—Allons donc, mon cher de Lussan, nous agirons chacun de notre côté, le plus heureux ou le plus adroit réussira; mais comme vous êtes plus jeune et beaucoup plus joli garçon que moi, toutes les chances sont en votre faveur.

—Je le souhaite, cher marquis... Au reste, ce que vous désirez sera fait.

Roman, qui depuis quelques instants lisait un journal qu'il avait pris sur le bureau du marquis, jeta tout à coup un cri de surprise:

—Qu'y a-t-il donc? demandèrent en même temps de Pourrières et de Lussan.

—Je ne suis plus étonné de ce que Maladetta et Lion ne se sont pas trouvés à leur poste! dit Roman... Ils sont morts.

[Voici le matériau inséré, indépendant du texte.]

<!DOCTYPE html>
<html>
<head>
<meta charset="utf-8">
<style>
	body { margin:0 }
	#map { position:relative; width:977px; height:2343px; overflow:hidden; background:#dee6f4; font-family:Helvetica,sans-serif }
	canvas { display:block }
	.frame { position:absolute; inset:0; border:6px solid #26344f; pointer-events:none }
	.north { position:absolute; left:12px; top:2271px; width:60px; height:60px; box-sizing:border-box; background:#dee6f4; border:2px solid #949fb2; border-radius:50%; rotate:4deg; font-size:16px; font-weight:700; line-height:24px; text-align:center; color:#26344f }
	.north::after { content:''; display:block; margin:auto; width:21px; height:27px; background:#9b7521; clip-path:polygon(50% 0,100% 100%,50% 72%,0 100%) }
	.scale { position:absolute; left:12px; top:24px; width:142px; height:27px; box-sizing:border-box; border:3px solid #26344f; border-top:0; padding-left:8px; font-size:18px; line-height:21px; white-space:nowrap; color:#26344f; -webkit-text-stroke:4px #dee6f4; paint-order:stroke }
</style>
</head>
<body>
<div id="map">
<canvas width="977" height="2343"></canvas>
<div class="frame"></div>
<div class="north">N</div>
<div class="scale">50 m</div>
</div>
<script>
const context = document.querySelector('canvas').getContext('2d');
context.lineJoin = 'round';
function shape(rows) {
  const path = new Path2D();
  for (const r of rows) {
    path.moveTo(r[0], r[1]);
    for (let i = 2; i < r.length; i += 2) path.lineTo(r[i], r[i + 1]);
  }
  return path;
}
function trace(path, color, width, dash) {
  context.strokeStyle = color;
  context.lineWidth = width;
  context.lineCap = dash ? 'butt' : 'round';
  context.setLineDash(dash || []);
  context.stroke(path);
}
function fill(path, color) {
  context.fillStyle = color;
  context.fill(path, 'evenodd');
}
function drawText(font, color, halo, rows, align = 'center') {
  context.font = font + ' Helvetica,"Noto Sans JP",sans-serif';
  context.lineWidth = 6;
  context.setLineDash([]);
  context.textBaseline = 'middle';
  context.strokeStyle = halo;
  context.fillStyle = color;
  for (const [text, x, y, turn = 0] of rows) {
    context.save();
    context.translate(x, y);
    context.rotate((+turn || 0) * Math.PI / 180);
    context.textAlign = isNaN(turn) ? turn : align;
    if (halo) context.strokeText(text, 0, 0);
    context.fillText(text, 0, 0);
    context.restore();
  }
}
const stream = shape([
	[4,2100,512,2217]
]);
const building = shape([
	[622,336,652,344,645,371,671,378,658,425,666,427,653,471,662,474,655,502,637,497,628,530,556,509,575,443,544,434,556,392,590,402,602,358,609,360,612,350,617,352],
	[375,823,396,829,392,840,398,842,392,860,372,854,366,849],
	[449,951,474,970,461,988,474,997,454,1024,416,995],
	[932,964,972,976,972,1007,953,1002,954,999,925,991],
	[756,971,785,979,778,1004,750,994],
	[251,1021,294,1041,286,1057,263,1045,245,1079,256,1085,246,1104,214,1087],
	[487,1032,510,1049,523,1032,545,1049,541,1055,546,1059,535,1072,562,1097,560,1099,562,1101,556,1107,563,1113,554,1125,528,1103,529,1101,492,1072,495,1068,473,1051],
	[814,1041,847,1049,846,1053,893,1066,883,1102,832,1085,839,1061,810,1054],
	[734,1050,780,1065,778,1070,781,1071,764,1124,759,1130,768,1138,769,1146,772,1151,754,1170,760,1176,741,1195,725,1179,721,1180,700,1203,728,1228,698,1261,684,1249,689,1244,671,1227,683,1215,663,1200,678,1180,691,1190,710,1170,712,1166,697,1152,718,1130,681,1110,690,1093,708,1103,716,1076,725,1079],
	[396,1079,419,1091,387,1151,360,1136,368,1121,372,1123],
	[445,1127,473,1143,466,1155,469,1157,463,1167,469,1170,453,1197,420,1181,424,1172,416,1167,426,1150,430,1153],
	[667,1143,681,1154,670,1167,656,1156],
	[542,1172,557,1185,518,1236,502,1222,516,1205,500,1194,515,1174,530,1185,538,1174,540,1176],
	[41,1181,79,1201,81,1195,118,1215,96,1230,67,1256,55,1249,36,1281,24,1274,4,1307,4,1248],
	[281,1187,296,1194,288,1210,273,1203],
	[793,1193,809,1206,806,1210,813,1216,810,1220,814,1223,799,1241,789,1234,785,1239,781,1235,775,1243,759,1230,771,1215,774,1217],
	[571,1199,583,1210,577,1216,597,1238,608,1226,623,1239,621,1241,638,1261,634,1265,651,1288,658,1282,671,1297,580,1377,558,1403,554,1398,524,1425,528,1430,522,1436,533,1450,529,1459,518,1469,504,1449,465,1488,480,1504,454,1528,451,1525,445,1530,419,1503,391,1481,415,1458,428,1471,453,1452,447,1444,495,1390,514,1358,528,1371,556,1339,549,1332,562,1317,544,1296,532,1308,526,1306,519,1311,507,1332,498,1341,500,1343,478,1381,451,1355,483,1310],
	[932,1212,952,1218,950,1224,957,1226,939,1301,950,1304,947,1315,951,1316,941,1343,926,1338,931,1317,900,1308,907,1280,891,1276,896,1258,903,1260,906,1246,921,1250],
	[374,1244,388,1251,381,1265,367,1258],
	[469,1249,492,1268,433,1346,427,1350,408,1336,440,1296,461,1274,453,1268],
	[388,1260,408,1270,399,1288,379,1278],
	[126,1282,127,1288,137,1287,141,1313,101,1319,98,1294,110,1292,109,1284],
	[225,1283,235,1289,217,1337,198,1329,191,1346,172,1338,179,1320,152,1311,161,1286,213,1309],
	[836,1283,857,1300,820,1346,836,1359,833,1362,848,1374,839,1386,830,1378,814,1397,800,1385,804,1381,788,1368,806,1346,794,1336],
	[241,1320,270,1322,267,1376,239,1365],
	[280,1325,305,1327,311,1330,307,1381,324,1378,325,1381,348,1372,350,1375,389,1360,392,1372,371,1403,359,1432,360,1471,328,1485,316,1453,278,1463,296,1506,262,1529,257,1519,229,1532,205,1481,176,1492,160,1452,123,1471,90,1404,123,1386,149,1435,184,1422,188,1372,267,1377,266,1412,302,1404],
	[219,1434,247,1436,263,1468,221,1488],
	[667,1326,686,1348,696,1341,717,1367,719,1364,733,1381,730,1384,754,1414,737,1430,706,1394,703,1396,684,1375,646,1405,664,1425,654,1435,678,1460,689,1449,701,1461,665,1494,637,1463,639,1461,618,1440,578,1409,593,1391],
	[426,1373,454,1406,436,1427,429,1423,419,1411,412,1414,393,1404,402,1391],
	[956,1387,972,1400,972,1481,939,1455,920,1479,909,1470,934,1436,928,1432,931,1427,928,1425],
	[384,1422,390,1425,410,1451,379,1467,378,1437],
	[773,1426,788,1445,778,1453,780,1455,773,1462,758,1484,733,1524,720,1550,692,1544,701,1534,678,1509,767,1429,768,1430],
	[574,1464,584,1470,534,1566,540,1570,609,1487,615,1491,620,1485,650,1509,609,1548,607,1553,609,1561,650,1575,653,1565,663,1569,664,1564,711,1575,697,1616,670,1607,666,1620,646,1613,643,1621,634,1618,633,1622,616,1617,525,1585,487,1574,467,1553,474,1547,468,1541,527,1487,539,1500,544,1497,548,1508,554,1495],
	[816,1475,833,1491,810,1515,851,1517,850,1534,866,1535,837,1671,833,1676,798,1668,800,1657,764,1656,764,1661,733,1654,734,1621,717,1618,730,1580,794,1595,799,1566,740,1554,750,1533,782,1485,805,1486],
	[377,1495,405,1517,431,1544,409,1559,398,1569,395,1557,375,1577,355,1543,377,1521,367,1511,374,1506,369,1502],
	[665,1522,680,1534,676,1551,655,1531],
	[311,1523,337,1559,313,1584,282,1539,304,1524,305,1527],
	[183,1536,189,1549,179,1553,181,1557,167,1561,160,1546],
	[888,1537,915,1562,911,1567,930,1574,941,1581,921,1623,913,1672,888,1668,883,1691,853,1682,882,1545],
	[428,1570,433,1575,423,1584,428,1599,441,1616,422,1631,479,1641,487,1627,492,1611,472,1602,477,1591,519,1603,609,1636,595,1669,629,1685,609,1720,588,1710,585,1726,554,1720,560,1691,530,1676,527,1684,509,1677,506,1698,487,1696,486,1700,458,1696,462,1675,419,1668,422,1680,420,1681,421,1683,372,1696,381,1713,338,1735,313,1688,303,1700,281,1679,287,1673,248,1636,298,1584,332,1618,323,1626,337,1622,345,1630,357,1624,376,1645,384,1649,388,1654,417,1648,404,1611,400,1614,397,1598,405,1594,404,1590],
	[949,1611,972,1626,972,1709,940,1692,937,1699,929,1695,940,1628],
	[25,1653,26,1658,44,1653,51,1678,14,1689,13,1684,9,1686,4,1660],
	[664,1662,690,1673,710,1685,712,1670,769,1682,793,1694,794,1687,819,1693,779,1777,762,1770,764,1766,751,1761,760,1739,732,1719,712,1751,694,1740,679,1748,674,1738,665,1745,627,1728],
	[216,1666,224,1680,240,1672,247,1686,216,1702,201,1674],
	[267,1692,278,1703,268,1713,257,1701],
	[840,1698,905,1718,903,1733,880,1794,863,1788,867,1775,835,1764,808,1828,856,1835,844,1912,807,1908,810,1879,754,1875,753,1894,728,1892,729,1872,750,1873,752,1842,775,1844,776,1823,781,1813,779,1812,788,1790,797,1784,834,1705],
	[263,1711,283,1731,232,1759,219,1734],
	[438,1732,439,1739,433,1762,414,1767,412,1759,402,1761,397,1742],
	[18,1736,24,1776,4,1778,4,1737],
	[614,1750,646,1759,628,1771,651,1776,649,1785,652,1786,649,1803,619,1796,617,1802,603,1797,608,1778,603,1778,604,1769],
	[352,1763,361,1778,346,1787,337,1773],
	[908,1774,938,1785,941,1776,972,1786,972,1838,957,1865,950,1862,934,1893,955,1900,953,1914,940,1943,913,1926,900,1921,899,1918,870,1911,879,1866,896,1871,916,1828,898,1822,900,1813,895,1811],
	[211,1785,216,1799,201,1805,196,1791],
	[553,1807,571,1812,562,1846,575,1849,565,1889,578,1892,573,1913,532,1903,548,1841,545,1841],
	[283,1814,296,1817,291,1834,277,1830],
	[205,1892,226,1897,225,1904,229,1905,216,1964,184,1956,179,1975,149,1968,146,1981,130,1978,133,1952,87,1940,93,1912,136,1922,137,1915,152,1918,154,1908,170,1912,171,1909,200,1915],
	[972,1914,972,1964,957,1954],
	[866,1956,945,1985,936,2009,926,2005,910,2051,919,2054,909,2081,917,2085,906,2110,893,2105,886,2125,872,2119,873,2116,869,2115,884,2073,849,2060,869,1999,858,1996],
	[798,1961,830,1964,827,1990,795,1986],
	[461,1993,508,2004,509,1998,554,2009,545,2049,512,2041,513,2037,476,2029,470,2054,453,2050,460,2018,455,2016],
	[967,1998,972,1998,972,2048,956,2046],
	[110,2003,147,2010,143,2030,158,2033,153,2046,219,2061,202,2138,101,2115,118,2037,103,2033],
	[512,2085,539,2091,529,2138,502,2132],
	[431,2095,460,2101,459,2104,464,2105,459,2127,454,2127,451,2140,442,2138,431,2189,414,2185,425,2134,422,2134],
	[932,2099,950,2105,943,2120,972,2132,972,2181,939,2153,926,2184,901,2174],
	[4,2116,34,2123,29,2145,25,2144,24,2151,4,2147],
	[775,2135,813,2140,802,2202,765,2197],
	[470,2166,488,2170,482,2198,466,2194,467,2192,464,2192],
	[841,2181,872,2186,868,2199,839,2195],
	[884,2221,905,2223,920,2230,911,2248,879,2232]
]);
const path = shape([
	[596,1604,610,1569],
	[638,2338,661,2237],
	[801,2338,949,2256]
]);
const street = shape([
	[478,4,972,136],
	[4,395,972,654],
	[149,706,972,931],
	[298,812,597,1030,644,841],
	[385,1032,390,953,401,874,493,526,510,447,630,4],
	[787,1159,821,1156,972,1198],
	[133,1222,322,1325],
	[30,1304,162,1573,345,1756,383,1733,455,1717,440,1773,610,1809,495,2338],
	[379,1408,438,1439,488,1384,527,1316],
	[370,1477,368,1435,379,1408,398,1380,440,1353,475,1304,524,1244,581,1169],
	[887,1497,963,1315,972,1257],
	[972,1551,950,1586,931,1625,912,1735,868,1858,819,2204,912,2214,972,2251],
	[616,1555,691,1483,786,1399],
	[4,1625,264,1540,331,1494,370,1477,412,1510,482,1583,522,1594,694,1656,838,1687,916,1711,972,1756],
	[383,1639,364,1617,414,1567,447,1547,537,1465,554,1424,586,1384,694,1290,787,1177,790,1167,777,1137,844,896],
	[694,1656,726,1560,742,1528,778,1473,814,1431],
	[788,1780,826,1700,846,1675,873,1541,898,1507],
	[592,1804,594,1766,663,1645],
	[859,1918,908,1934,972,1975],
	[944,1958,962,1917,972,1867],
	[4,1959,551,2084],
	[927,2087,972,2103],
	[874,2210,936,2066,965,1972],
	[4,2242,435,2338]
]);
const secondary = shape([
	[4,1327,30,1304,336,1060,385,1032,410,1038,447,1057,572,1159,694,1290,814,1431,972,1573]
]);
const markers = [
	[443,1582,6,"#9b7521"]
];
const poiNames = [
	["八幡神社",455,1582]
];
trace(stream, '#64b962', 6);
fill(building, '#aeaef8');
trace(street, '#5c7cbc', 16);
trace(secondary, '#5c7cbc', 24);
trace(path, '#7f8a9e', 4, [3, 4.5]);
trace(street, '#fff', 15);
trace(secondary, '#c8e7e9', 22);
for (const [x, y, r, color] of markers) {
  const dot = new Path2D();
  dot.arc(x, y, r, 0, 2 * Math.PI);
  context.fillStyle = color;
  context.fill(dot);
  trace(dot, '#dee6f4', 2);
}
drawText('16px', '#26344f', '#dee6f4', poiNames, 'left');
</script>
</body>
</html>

—Morts! s'écria de Lussan.

—Oui, morts! ajouta Roman, tout ce qu'il y a de plus mort, écoutez ceci:

«Paris, 10 février 1839.

»Une jeune femme douée de la plus agréable physionomie, habitait avec un jeune homme, un modeste logement de la rue des Lions Saint-Paul. Depuis quelque temps, cette jeune femme qui s'était d'abord fait remarquer par sa pétulance et sa vive gaieté, était triste, et souvent ses voisines remarquèrent le matin l'extrême pâleur de son visage et la trace de larmes répandues, sans doute, pendant la nuit.

»Elle ne répondit jamais aux questions obligeantes qui lui furent adressées. On sut cependant bientôt, que le jeune homme avec lequel elle vivait la maltraitait d'une manière horrible.